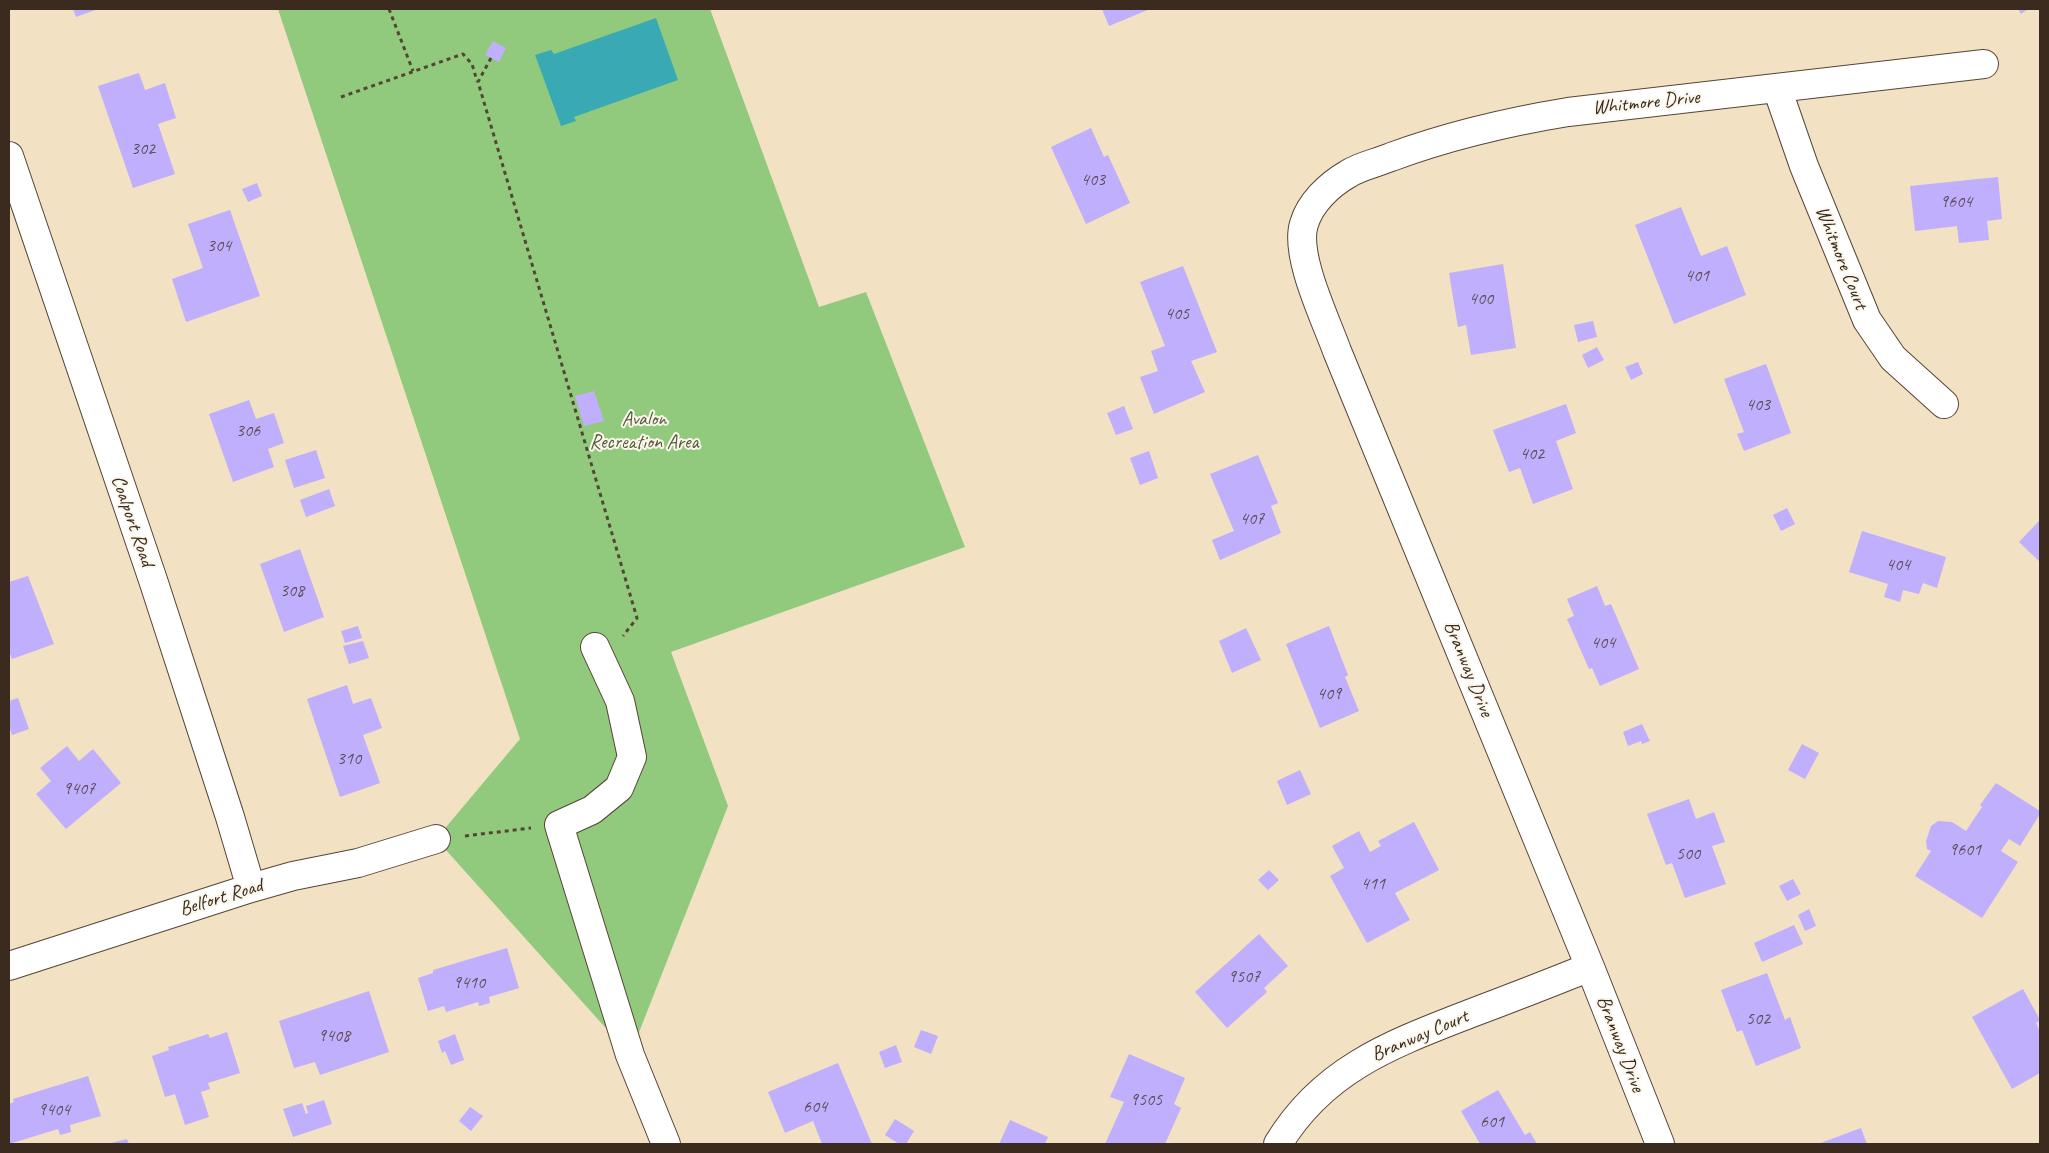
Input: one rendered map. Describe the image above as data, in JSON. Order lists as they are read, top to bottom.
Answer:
{
  "streets": {
    "street": [
      "Whitmore Drive",
      "Whitmore Court",
      "Coalport Road",
      "Branway Drive",
      "Belfort Road",
      "Branway Court"
    ]
  },
  "crossings": [
    ["Whitmore Drive", "Whitmore Court"],
    ["Whitmore Drive", "Branway Drive"],
    ["Coalport Road", "Belfort Road"],
    ["Branway Drive", "Branway Court"]
  ],
  "parks": ["Avalon Recreation Area"],
  "house_numbers": [
    "302",
    "403",
    "9604",
    "304",
    "401",
    "400",
    "405",
    "403",
    "306",
    "402",
    "407",
    "404",
    "308",
    "404",
    "409",
    "310",
    "9407",
    "9601",
    "500",
    "411",
    "9507",
    "9410",
    "502",
    "9408",
    "9505",
    "604",
    "9404",
    "601"
  ]
}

:: Activity ::
Output the records above exactly as they are, leaving out the pictures.

:: Reply ::
Input: one rendered map. Describe the image above as data, in JSON. Order lists as they are read, top to bottom.
Answer:
{
  "streets": {
    "street": [
      "Whitmore Drive",
      "Whitmore Court",
      "Coalport Road",
      "Branway Drive",
      "Belfort Road",
      "Branway Court"
    ]
  },
  "crossings": [
    ["Whitmore Drive", "Whitmore Court"],
    ["Whitmore Drive", "Branway Drive"],
    ["Coalport Road", "Belfort Road"],
    ["Branway Drive", "Branway Court"]
  ],
  "parks": ["Avalon Recreation Area"],
  "house_numbers": [
    "302",
    "403",
    "9604",
    "304",
    "401",
    "400",
    "405",
    "403",
    "306",
    "402",
    "407",
    "404",
    "308",
    "404",
    "409",
    "310",
    "9407",
    "9601",
    "500",
    "411",
    "9507",
    "9410",
    "502",
    "9408",
    "9505",
    "604",
    "9404",
    "601"
  ]
}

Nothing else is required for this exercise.